While we are grateful the boomers broke away from the moral exactitude of previous generations, the ambiguity it created has left many of us feeling uneasy and confused about who we are and where we stand. We don’t want to return to the strictures of the past, but how can we deal effectively with the many moral dilemmas we face? Are there times when it’s appropriate to lie? How do we determine right conduct in a workplace obsessed with the bottom line? Can we reconcile personal ambitions with public responsibility? What do we mean by the pursuit of happiness?

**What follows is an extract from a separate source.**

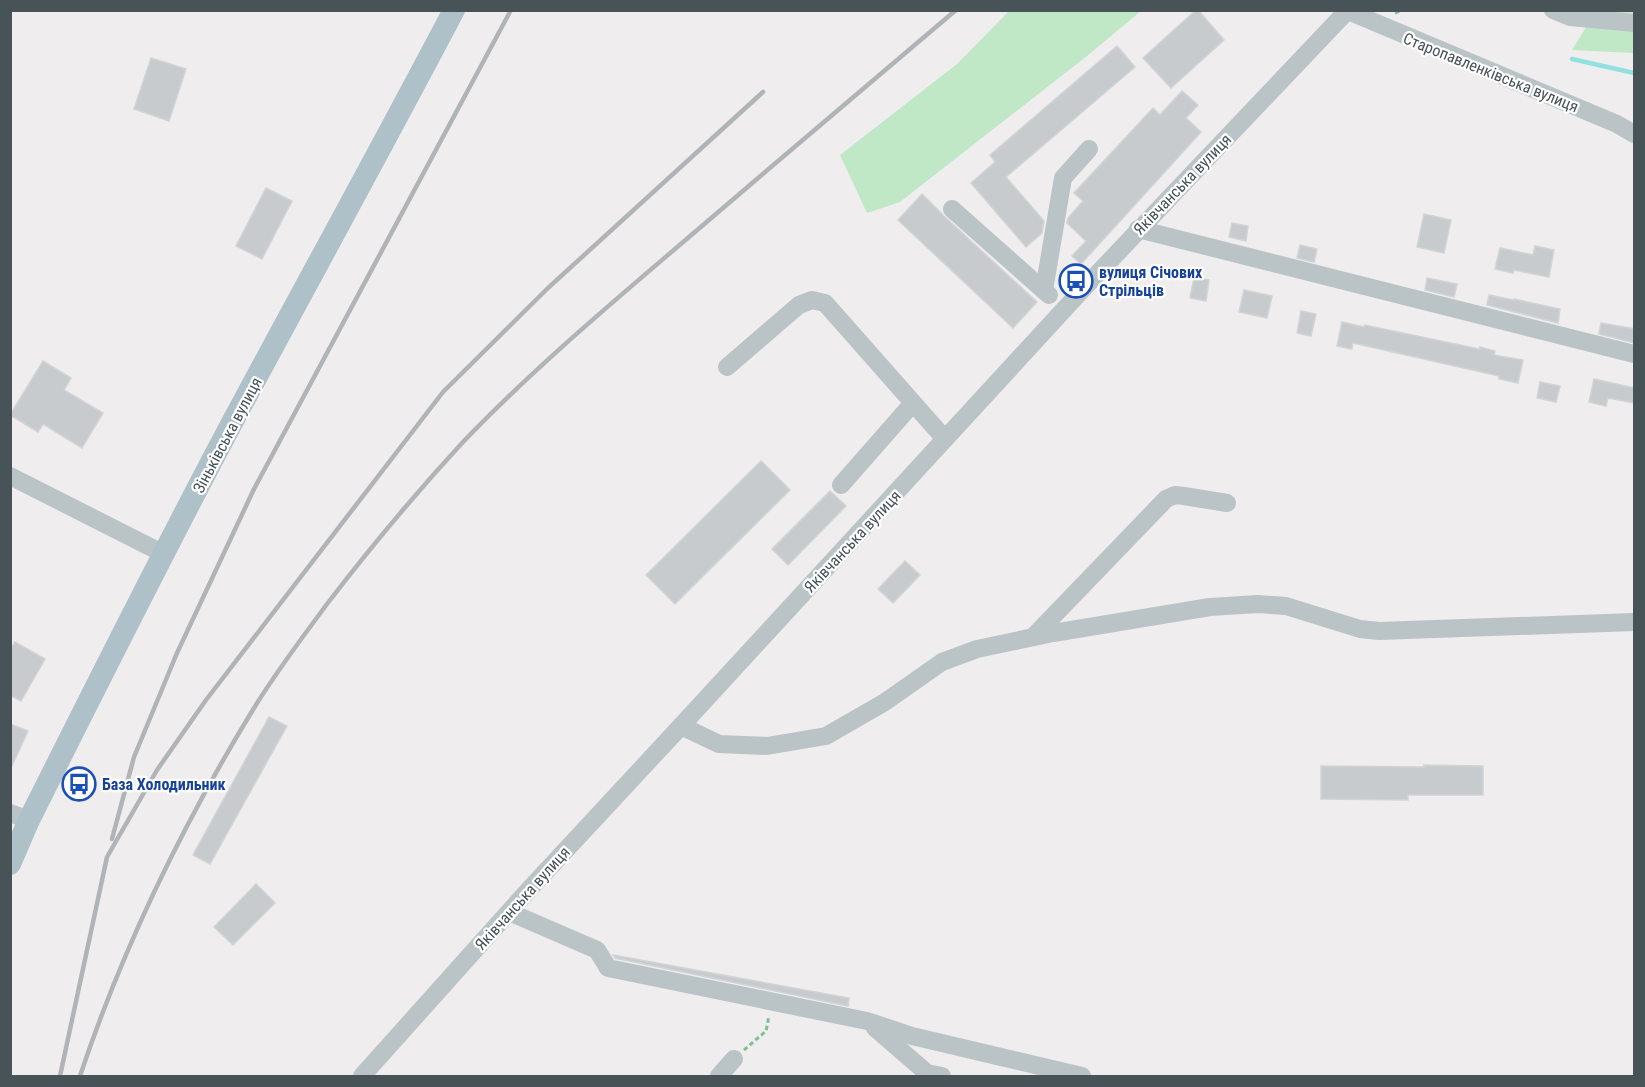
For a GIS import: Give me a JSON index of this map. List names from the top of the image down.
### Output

‘How can we deal effectively with the many moral dilemmas we face?’ asks Hugh Mackay. ‘Obedience doesn’t enhance moral responsibility - it simply promotes a reward/punishment mentality. Moral absolutism is no answer either, because if we want to take a more intelligent approach to morality, we can’t fall back on stock responses. We can start making more conscious decisions about our moment by moment choices as they arise, so we are more likely to make morally sensitive decisions. There are times in contemporary life when we all feel adrift and alone, but ultimately this is an illusion - we are actually more like the strands of a vast evolving web.’

‘We appear to be on the cusp of another gentle cultural revolution. I’ve not been studying social trends at a more interesting time,’ he reflects. How then can we make sense of what is happening, and frame solutions that work for ourselves and others - that bring greater peace of mind? For Hugh social cohesion and moral clarity are inextricably linked, because our moral sense is shaped by our realisation that our actions do impact on others.